本願は、2020年4月23日に日本国特許庁に出願された特願2020-076704号に基づき優先権を主張し、その内容をここに援用する。
【背景技術】
【0002】
遠心圧縮機に用いられるインペラは、円盤状のハブと、ハブの一方側の面に設けられた複数のブレードと、を備えている。
【0003】
上記のようなインペラでは、圧力比の向上を図る場合、ブレードのバックワード角を小さくすることで、出口の絶対流速の周方向成分を増加させる手法がとられることが従来一般的である。なお、バックワード角とは、ブレードの後縁における接線が回転軸線の径方向に対してなす角度を指す。このような形状を有するインペラの具体例として、下記特許文献1に記載されたものが知られている。
【先行技術文献】
【特許文献】
【0004】
【文献】特開2014-109193号公報
【発明の概要】
【発明が解決しようとする課題】
【0005】
しかしながら、上記のような形状のインペラでは、ブレードのハブからチップまで一様に翼負荷が大きくなるため、インペラ内部の圧力勾配に起因した二次流れや翼端の漏れ渦などの流動構造に起因した損失が大きくなる。このため、効率の低下や安定作動領域の縮小を招く虞がある。
【0006】
本開示は上記課題を解決するためになされたものであって、圧力比が高く、かつ効率も高いインペラ、及び遠心圧縮機を提供することを目的とする。
【課題を解決するための手段】
【0007】
上記課題を解決するために、本開示に係るインペラは、軸線を中心とする円盤状のハブと、該ハブの前記軸線方向一方側を向く面から突出し、周方向に配列された複数のブレードと、を備え、前記ブレードにおける前記ハブからチップに向かう翼高さ方向を含む断面視で、前記ブレードには、回転方向の後方側に向かって凸となるように湾曲する凹面が形成され、前記ブレードは、前縁側から後縁側にかけて前記凹面の曲率が増加する部分を有する。
【発明の効果】
【0008】
本開示によれば、圧力比が高く、かつ効率も高いインペラ、及び遠心圧縮機を提供することができる。
【図面の簡単な説明】
【0009】
図1】本開示の実施形態に係る遠心圧縮機の構成を示す断面図である。
図2】本開示の実施形態に係るインペラの構成を示す斜視図である。
図3】本開示の実施形態に係るインペラの構成を示す子午面図である。
図4】本開示の実施形態に係るインペラの翼角分布を示す図である。
図5A】本開示の実施形態に係るフルブレードの翼高さ方向における形状を示した図である。

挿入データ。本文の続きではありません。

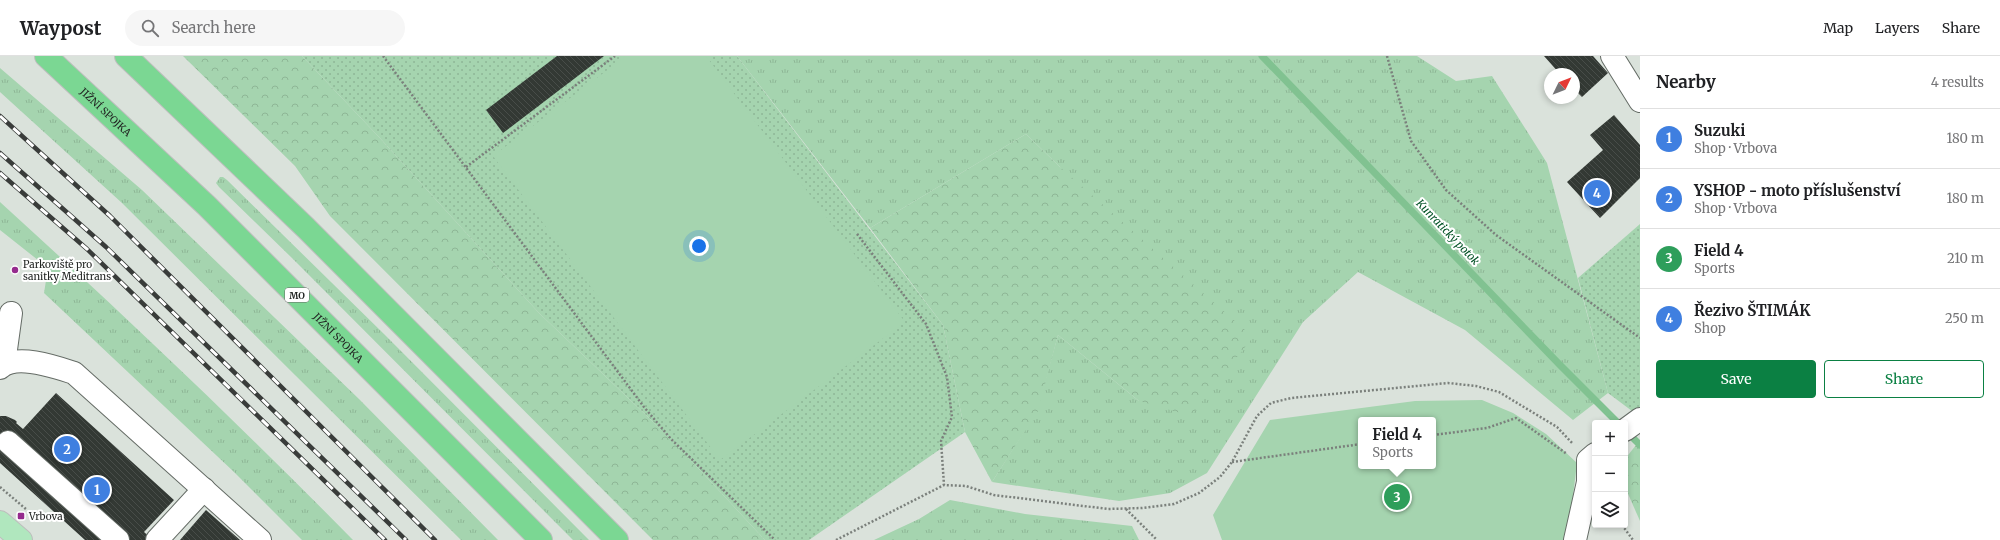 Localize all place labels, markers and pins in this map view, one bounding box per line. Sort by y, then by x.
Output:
pin: 4 [1584,178,1610,208]
place label: Parkoviště pro sanitky Meditrans [23,258,111,283]
marker: Parkoviště pro sanitky Meditrans [10,265,20,275]
pin: 2 [54,434,80,464]
pin: 1 [84,475,110,505]
pin: 3 [1384,482,1410,512]
place label: Vrbova [28,510,63,523]
marker: Vrbova [16,511,26,521]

図5B】本開示の実施形態に係るフルブレードの翼高さ方向における形状を示した図である。
図6】本開示の実施形態に係るブレードの翼角を定義するための図である。
図7】本開示の実施形態に係るフルブレードの翼角とキャンバー線の関係を示す説明図である。
図8】本開示の実施形態に係るインペラの二次流れの様子を示す説明図である。
【発明を実施するための形態】
【0010】
(遠心圧縮機の構成)
以下、本開示の実施形態に係る遠心圧縮機100について、図1から図8を参照して説明する。図1に示すように、遠心圧縮機100は、回転軸10と、インペラ1と、ケーシング30と、ディフューザベーン40と、を備えている。なお、本発明において、ディフューザベーン40は必須な構成ではなく、ディフューザベーンを備えていない遠心圧縮機に対して本発明を適用しても良い。
【0011】
回転軸10は、軸線Acに沿って延びるとともに、当該軸線Ac回りに回転可能である。回転軸10の外周面には、インペラ1が固定されている。インペラ1は、ハブ2と、複数のブレード5,7(フルブレード5、及びスプリッタブレード7)と、を有している。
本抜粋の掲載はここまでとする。